Some time ago, I bought some Shaefer Trenna in Indigo from Little Knits without really any idea of what I was going to make with it.
Then I was browsing through Romi's designs the other day and found the Bluebird stole. Normally, I kind of avoid things that require me to repeat patterns over and over and over again, but the shawl is so perfect for the yarn that I decided I could suck it up. It's only the middle section that's repetitive.
This shawl held several surprises for me. The construction was somewhat different than I expected. I had seen that it started with a provisional cast-on and just kind of assumed this would be knit the same way Scheherazade was knit - cast on in the middle, knit to the end, and then pick up the provisional cast-on* and knit to the other end. Bluebird is done similarly, but instead of casting on in the middle, you cast on for one end, and then pick up the cast on, knit the entire middle section (which is like 36 repeats of four or six rows or something like that), and then knit the other end. Makes perfect sense. Totally flabbergasted me. It took me a while to work my head around to what I was doing (in fact, it only just now occured to me as I am putting this post together that my pictures are all technically upside down - the cast on edge should be at the top for the pattern to appear correctly). Fortunately conceptual understanding is not required, and I had only to follow directions, so no time was wasted with these discoveries.
The other slightly surprising thing for me is that the edging areas of this shawl are knit mostly on a reverse stockinette field. I found this a little confusing at first ("Wait...you mean I actually have to THINK on my wrong side rows?") but the effect is really quite beautiful, making the lines of the lace really pop.
Still, I completed chart A with some grumbling.
I should probably note that I nearly had a fatal error at cast-on which was narrowly avoided through the assitance of my back up stitch counter. I have the SO recount every cast on for me so I don't, say, randomly choose to ignore the existence of the ten numbers between 79 and 90.
Chart A complete, Chart B, which is to be repeated 4 times. I completed 2 before I had to quit for the night.
What happened to the Phoenix shawl, I hear you (all three of you) asking? The answer is that I did, in fact, work on my Phoenix shawl all day long on Saturday. I completed one 16-row chart.
ONE. ALL DAY. 16 ROWS.
Now, it is a fundamental fact of knitting that when you knit a triangular shawl that begins at the center back, you are essentially knitting along the longest possible line that you could knit. It's not so bad when you first get started, which is what makes, for me, the instructions "Repeat Main Body Chart 5 times" bearable. When you are first starting out there aren't that many stitches on the needles so that first three repeats are pretty much a walk in the park. Around repeat 4 it starts to get a little tougher, but you're past the halfway point and that keeps you going. Then you're like, sweet, I'm at the edging set-up, I only have to do the set-up and the edging and then the ending chart and I'm good! And in the back of your mind you kind of know that's a lot but you tell yourself that those charts are much shorter than the body charts anyway so you really think things are going awesome until you realize that the instructions say that you are to complete the edging chart 3 times (it's actually two times and then one more without doing the last couple of rows, but I'm rounding). And you think about how it took you ALL DAY to knit that one repeat of the edging set-up chart, which has the same number of rows as the edging chart, and you die a little inside, and you think about stopping to photograph your progress just to make yourself feel better, and you realize that there's no point because the shawl is so big at this point that it's scrunched up on the needles and it's just going to look like a pile of yarn anyway.

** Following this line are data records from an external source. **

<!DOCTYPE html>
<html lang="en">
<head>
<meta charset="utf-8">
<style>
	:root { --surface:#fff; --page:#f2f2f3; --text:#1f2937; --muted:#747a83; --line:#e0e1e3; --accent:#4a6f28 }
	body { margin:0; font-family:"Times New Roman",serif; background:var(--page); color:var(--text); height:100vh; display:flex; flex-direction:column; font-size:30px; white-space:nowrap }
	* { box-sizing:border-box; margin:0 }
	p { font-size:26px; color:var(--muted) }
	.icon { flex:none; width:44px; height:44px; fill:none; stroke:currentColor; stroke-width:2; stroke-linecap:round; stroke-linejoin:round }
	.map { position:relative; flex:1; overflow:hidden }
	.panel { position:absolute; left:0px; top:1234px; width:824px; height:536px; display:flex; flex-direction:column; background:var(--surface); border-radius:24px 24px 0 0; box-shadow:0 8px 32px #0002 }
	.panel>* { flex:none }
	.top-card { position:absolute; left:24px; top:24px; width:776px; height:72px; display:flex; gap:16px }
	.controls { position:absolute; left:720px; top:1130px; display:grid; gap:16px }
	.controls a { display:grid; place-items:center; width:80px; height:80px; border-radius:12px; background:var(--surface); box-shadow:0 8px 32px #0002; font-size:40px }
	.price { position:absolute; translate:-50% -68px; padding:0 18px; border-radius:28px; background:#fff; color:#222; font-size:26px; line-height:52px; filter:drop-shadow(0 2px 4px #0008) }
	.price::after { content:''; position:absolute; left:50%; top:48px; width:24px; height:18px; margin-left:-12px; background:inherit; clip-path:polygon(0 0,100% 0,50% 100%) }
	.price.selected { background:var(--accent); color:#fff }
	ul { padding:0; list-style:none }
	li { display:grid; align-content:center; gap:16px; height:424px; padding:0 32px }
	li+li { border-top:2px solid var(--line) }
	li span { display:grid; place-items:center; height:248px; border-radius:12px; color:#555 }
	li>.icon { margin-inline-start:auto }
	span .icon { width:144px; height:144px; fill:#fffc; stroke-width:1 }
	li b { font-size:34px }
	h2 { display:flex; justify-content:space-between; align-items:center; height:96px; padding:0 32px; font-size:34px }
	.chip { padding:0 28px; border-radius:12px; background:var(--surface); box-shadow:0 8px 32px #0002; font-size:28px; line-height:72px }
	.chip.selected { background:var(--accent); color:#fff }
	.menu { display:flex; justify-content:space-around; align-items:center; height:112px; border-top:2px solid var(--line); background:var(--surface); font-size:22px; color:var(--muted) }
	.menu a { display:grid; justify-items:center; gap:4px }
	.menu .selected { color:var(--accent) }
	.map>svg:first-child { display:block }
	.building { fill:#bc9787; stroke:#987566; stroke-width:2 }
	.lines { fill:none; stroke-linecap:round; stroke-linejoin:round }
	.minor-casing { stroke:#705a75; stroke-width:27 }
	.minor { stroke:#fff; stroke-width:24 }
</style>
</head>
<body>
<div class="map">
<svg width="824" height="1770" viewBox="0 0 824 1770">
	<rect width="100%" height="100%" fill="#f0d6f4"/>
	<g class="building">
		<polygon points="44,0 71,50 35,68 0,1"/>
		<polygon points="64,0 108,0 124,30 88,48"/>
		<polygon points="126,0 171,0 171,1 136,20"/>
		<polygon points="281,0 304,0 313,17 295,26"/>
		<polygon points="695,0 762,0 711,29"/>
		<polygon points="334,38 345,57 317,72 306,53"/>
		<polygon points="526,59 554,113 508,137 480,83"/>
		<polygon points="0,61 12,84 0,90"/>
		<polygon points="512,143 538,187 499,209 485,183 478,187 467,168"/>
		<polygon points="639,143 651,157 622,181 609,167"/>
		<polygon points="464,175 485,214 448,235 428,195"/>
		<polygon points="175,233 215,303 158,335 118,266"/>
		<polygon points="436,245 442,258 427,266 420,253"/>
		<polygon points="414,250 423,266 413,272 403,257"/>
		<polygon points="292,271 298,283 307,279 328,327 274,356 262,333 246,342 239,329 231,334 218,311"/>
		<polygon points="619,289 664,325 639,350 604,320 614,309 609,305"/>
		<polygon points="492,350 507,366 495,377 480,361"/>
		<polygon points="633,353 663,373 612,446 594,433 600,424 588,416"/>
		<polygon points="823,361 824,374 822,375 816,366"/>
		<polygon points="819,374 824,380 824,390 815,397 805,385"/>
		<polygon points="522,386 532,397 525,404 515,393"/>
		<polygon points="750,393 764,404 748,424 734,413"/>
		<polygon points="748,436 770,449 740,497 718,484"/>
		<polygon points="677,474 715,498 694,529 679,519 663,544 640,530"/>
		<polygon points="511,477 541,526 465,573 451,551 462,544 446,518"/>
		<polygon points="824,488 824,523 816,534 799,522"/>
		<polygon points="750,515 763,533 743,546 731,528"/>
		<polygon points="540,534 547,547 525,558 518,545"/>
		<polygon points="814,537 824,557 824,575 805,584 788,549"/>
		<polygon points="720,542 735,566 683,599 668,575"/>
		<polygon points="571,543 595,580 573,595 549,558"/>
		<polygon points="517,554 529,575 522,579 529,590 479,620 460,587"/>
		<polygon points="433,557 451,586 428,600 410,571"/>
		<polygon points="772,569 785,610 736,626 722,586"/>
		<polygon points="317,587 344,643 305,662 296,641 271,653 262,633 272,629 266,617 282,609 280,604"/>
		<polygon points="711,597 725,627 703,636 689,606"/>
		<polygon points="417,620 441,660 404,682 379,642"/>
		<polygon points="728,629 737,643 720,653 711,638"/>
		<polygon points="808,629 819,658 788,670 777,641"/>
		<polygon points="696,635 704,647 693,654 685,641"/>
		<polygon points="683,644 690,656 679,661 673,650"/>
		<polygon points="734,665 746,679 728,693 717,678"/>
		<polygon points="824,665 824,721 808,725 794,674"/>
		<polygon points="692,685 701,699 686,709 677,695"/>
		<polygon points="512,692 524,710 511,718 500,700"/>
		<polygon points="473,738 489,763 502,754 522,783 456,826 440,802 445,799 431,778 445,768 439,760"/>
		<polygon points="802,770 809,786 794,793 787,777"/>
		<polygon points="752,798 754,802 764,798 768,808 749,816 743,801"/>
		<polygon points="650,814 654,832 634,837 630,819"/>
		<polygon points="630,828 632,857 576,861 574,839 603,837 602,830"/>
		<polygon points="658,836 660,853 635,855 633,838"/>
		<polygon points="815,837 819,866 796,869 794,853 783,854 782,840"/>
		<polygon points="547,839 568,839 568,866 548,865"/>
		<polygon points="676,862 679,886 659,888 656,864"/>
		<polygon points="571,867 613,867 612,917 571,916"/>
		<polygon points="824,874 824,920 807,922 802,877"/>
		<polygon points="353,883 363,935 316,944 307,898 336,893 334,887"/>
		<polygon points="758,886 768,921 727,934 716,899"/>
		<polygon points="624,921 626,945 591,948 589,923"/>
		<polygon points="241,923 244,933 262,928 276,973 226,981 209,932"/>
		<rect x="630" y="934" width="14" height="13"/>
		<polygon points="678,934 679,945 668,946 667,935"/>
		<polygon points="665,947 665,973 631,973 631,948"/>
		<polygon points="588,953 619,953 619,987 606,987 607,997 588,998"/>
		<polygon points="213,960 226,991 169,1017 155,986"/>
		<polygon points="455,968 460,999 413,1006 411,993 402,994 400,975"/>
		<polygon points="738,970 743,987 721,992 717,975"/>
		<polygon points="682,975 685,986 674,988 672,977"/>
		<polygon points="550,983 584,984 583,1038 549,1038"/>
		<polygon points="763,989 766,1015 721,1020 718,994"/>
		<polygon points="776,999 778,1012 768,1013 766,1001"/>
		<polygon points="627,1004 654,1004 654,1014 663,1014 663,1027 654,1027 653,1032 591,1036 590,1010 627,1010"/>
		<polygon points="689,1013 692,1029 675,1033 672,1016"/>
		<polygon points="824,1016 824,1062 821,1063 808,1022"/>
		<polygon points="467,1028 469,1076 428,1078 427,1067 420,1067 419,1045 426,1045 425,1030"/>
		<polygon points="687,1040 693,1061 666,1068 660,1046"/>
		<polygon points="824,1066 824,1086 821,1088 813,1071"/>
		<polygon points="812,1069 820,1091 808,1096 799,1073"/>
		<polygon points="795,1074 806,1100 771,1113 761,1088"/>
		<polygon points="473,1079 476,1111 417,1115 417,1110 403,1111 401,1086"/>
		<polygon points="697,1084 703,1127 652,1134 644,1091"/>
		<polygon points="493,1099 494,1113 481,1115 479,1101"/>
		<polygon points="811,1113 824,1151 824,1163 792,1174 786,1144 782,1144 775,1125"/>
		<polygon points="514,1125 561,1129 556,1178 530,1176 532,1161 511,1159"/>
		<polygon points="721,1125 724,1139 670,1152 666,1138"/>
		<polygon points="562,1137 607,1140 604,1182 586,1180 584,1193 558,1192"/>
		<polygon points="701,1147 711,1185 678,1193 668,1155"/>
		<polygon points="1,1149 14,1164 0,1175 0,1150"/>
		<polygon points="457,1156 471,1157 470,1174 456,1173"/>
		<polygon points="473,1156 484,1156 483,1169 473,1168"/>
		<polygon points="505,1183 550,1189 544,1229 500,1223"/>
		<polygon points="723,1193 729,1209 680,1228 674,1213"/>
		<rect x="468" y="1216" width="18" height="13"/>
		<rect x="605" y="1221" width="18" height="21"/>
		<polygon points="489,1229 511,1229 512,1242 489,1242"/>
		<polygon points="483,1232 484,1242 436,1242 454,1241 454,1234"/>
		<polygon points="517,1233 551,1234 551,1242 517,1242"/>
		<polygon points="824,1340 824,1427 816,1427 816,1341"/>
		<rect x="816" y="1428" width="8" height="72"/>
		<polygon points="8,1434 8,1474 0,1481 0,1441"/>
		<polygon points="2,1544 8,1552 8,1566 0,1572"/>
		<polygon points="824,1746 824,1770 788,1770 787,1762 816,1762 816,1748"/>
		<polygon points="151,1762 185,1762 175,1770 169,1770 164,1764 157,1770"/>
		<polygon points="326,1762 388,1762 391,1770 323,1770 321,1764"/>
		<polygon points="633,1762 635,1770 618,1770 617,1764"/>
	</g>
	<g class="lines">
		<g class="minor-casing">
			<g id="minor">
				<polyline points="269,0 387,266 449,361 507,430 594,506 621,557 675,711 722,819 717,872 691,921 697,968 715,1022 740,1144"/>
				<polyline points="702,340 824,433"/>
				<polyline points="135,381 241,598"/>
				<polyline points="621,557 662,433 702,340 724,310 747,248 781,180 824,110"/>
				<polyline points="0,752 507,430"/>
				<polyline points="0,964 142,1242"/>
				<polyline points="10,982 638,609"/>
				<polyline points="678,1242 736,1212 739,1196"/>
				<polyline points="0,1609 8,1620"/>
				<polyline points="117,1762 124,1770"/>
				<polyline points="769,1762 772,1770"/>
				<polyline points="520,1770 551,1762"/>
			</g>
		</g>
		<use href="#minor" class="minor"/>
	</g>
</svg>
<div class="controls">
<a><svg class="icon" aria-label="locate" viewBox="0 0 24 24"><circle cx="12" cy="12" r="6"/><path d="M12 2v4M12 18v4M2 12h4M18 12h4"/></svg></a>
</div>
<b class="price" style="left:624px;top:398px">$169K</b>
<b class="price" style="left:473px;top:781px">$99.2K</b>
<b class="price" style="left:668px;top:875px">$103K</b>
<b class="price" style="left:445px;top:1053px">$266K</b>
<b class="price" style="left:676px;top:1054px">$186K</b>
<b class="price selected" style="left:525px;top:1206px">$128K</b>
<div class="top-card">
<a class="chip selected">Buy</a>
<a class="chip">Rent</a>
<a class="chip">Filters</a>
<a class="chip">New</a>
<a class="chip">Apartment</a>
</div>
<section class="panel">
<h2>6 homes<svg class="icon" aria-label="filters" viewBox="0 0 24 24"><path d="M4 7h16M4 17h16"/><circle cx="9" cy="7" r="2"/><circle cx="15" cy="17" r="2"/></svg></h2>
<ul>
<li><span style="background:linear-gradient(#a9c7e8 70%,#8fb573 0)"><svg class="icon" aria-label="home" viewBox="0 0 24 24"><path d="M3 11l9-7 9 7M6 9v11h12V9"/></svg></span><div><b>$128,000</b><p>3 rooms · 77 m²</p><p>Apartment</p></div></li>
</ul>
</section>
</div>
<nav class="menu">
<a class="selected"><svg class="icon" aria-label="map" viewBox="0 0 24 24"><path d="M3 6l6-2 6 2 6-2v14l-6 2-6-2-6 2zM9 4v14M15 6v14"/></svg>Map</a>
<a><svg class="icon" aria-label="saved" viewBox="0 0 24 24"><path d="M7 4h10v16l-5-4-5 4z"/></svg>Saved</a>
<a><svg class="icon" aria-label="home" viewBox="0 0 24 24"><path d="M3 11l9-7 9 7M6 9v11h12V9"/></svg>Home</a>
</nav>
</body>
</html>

What's a knitter to do? For me, the answer is, start a new project. One that will fly by. One that will go really fast. One that DOESN'T GET BIGGER AS YOU KEEP KNITTING IT. One that's only 103 stitches wide and will only ever be 103 stitches wide, so that when you sit down to knit a soul-sucking 400+ stitches on your big project, you can take a break and zip out a few quick easy chart repeats that make you feel good inside before you go back to the never-ending toil of the Shawl That Would Not Die.
Please note that none of the ire that may be evidenced in the above paragraphs has anything to do with how much I like the shawl or how I feel about the pattern. The pattern is brilliant, the shawl is beautiful, and I like them both very much. All blame for this frustration must be laid at the feet of my most persistent lifelong foe, mathematics.
I do have some concerns that, as mentioned before, the number of repeats for the middle section of the Bluebird shawl might get to me eventually, but I'm hoping that the zippyness of the rows will enable me to get through that part. Besides, because of the way this is constructed, I can pretty much quit whenever it gets to be too much for me (but I won't, because I would like my shawl to be bigger than a post-it).
*I cannot seem to figure out the proper usage of "bind off" and "cast on." I tend to use the words seperately when using them as a verb - "to bind off" and "to cast on," and then hyphenate them when using them as a noun - "the bind-off" or "the cast-on." Also, I type yarnover as a single word when using it as a noun, and seperately when using it as a verb "to yarn over." I think we all need to agree on a standard - preferably, we need to all agree that my way is correct.